▶ [Problem description]: Scan the records for "Gobernador". Show the matching lines.

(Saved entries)
__________

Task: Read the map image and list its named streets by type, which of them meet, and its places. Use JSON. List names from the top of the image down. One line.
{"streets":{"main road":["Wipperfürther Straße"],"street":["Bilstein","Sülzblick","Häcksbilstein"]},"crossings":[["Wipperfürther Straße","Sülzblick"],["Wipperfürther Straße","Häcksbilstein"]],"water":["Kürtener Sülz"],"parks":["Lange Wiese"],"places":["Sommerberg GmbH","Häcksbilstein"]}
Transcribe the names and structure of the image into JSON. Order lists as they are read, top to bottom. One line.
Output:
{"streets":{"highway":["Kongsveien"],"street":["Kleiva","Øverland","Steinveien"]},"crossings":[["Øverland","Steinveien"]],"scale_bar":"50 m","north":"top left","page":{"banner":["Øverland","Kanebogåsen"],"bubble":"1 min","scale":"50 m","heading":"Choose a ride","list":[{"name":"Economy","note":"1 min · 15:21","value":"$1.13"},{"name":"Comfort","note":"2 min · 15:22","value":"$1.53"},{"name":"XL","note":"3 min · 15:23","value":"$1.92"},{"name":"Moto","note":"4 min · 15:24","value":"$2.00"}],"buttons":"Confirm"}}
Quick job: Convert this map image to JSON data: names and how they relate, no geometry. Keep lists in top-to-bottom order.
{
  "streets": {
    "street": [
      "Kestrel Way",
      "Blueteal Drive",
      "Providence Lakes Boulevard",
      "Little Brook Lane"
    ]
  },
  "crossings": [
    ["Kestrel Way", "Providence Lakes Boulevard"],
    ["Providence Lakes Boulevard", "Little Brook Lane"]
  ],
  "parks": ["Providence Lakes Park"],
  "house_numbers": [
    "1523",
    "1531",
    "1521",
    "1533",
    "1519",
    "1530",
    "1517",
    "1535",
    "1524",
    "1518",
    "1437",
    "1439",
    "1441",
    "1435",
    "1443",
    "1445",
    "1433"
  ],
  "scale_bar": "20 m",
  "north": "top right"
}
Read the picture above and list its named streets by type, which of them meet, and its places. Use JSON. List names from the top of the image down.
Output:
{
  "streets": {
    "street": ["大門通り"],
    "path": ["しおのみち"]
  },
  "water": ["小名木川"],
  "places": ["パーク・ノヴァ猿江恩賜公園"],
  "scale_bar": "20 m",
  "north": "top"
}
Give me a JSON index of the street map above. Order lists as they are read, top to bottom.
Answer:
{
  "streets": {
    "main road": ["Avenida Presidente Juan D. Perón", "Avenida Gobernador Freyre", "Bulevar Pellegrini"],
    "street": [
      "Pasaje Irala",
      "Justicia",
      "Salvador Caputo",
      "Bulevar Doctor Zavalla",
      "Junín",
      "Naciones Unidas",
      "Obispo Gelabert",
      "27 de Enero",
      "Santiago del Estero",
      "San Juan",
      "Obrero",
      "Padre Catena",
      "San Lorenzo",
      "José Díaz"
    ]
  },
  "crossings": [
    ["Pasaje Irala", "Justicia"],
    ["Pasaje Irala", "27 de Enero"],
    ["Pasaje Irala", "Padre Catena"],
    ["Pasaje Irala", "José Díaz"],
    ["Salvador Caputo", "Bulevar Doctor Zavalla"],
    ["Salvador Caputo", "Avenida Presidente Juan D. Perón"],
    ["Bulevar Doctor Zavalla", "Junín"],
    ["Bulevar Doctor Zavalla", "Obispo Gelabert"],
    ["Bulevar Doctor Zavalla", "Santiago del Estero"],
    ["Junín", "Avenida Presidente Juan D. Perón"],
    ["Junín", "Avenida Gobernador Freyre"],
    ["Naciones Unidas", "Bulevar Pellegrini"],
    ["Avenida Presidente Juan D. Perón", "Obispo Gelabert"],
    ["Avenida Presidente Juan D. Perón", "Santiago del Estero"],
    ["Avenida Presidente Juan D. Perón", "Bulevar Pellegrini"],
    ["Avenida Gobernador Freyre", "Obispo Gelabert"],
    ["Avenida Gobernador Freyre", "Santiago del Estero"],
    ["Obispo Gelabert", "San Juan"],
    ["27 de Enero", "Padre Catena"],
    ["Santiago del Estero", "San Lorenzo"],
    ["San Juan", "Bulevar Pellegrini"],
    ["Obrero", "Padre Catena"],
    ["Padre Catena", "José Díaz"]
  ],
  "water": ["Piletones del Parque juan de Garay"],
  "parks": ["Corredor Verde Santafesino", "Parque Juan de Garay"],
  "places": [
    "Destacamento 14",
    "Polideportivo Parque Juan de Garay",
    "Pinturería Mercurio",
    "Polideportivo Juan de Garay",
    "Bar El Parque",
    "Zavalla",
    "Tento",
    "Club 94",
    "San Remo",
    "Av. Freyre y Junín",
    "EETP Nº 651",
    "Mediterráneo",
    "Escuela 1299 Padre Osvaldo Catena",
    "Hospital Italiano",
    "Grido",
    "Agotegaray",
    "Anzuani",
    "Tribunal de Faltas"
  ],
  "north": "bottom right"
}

__________

▶ [Output]:
    "main road": ["Avenida Presidente Juan D. Perón", "Avenida Gobernador Freyre", "Bulevar Pellegrini"],
    ["Junín", "Avenida Gobernador Freyre"],
    ["Avenida Gobernador Freyre", "Obispo Gelabert"],
    ["Avenida Gobernador Freyre", "Santiago del Estero"],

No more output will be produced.